We’re the media, so we’re supposed to be nonbiased…but if more and more
money is coming to the company from these partnerships, obviously we are then
biased to want them and the partnership to succeed.
This isn’t a new thing for any
large company, and it isn’t a new thing for ESPN. The once plucky company has seen many of
their original stars either leave—Dan Patrick and Keith Olberman are good
examples—or seen them eventually become neutered shadows of their former selves—Chris
Berman is a good example there. The
catch is, in today’s online media world, you need edge to be successful, so you
eventually reach a point where you say, “You know what, we need to get edgier,
and we have more money than anyone else.
Who’s the biggest name out there right now…let’s go get them! Then we can say to the world we’re still
edgy!” That’s exactly what ESPN did when
it launched Page 2 back in the late 90’s as the network became super successful: it signed dynamic writers like Simmons,
Hunter S Thompson (I still can hardly believe he wrote for ESPN, and the first
Thompson pieces I ever read were on ESPN), and Ralph Wiley, among others. Of the characters to write on Page 2, Simmons
eventually became the most successful.
His impact at ESPN can’t be
understated. It was he that led ESPN to
become a force in pop culture and not just sports. It was he that forced ESPN to open their Los
Angeles studios, which helped to combat the very real issue at ESPN of their
East Coast bias. He helped introduce
ESPN to podcasting, and founded one of their most successful and well respected
programs in 30 for 30. With Grantland.com, he not only established a
separate site—and the separate is important for the main ESPN brand—that they
could profit from, but he also brought in other outstanding and outspoken
writers like Zach Lowe, Andrew Sharp, and Mark Lisanti that probably never
would have felt like they could creatively work with the Bristol crew at
ESPN. Finally, Nate Silver also would
have never partnered with ESPN when founding fivethirtyeight.com if he hadn’t
seen the creative freedom and success that Simmons had been able to establish
at ESPN.
Many people like to claim that
Simmons gets too much credit or hasn’t been as successful as some think while
at ESPN, but look at that above list, and think about it: other than showing games and SportsCenter—the
first which just takes money and the Disney name, and the second has become a soulless,
ad filled shadow of its former self—can you think of any other exceptional
content that ESPN has provided outside of that list? With the exception of PTI (another show where
ESPN has had issues with censoring the hosts), I can’t. If you try to name something like First Take,
OTL, or Sportsnation…then I just pity you.

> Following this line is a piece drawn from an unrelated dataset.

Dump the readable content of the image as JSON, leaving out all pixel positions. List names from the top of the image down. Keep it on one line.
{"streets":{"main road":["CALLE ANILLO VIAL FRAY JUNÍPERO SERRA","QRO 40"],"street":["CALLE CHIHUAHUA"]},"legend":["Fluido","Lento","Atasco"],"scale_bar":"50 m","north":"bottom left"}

When it comes to reporting, ESPN has lagged far behind its competitors
in breaking stories (Did Lebron announce he was returning to Cleveland on
ESPN? When was the last time you can
remember an ESPN reporter coming up with a sensational story or correctly
predicting where a player was going to go before someone else did? Did ESPN break the Ray Rice story?). When simply looking at the facts, Simmons
truly has been the most successful person at ESPN for about a decade. Any argument to that is really just
jealousy.
So if he’s
been so successful…then why did it go wrong?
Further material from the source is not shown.